The name says it all: stink bug. It’s not exactly the kind of guest you want in your home during the winter.
But because 2020 is apparently the year that keeps on giving, this stink bug season looks like it will be a rough one.
Chris Bergh, entomology professor at the Virginia Agricultural Research and Extension Centers, part of Virginia Tech, told WTOP that researchers noticed the number of brown marmorated stink bugs captured in pheromone-baited traps this year “were much higher than have been in recent years, and this was reported fairly widely throughout the mid-Atlantic region.”
He explained that from roughly September to October, stink bugs outdoors “begin flying in search of somewhere to spend the winter.”
That “somewhere” is often inside homes, especially those located around wooded areas.
“If the stink bugs see your home as being somewhere of interest to them, they tend to fly — often in large numbers — to those locations, and then they find their way in through cracks and crevices and other entry points,” Bergh said. “They’re quite good at accessing those kinds of dark, dry and tight spaces within which they congregate and spend the winter together.”
But homeowners are sometimes hit with a double whammy. The first is the initial infestation when stink bugs enter the home.
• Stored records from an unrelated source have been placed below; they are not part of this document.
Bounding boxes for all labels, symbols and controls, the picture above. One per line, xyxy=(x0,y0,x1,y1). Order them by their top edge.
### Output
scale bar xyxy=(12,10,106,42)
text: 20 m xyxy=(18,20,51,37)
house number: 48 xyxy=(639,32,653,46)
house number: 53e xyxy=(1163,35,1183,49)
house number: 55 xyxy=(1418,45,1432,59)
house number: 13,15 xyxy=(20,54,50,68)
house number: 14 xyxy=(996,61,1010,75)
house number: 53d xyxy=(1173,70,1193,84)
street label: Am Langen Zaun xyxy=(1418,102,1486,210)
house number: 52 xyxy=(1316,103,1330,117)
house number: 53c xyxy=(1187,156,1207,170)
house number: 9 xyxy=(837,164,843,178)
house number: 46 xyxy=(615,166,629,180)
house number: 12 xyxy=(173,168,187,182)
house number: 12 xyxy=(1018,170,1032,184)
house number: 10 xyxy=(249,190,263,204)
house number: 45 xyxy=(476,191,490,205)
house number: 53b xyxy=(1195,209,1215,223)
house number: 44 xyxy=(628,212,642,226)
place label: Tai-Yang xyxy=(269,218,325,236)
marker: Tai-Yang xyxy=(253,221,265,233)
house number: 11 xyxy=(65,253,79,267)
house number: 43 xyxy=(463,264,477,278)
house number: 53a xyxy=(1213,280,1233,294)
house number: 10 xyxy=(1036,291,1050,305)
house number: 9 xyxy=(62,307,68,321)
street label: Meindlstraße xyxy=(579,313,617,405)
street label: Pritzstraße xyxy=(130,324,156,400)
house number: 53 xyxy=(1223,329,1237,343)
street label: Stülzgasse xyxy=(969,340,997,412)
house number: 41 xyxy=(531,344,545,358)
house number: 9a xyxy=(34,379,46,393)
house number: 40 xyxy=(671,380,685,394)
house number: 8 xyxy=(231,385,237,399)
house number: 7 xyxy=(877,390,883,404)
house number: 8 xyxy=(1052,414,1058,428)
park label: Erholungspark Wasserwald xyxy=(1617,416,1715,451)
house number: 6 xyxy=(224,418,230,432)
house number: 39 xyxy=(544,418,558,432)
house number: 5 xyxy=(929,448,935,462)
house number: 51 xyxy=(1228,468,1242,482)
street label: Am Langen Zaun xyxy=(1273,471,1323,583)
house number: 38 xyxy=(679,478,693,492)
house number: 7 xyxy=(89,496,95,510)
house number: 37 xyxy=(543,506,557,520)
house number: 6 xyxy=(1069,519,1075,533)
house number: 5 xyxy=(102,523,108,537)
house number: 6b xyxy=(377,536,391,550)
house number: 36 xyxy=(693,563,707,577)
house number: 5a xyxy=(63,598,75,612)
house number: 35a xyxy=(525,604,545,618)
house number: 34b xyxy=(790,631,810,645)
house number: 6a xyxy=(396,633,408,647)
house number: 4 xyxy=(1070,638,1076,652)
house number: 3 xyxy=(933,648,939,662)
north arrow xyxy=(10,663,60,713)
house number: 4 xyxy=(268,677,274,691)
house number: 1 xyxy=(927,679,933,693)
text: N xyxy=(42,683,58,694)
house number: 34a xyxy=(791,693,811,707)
The second is if they emerge from their “overwintering” (their hibernation state) too early because the site they chose — like an attic — is nice and warm.
“They wake up early,” Bergh said. “And when they do that, we think they follow light and heat downward into the living spaces.”
This can happen throughout the winter months, even lasting into May, when the bugs would normally emerge from hibernation.
“In that sense, a brown marmorated stink bug is a very significant nuisance issue,” Bergh said, adding that researchers don’t understand why some homes attract stink bugs while others don’t.
Bergh said the best option for homeowners is to seal up cracks and crevices, “but again, they’re very adept at finding places to get in.” He doesn’t recommend pesticides because they don’t tend to work on stink bugs.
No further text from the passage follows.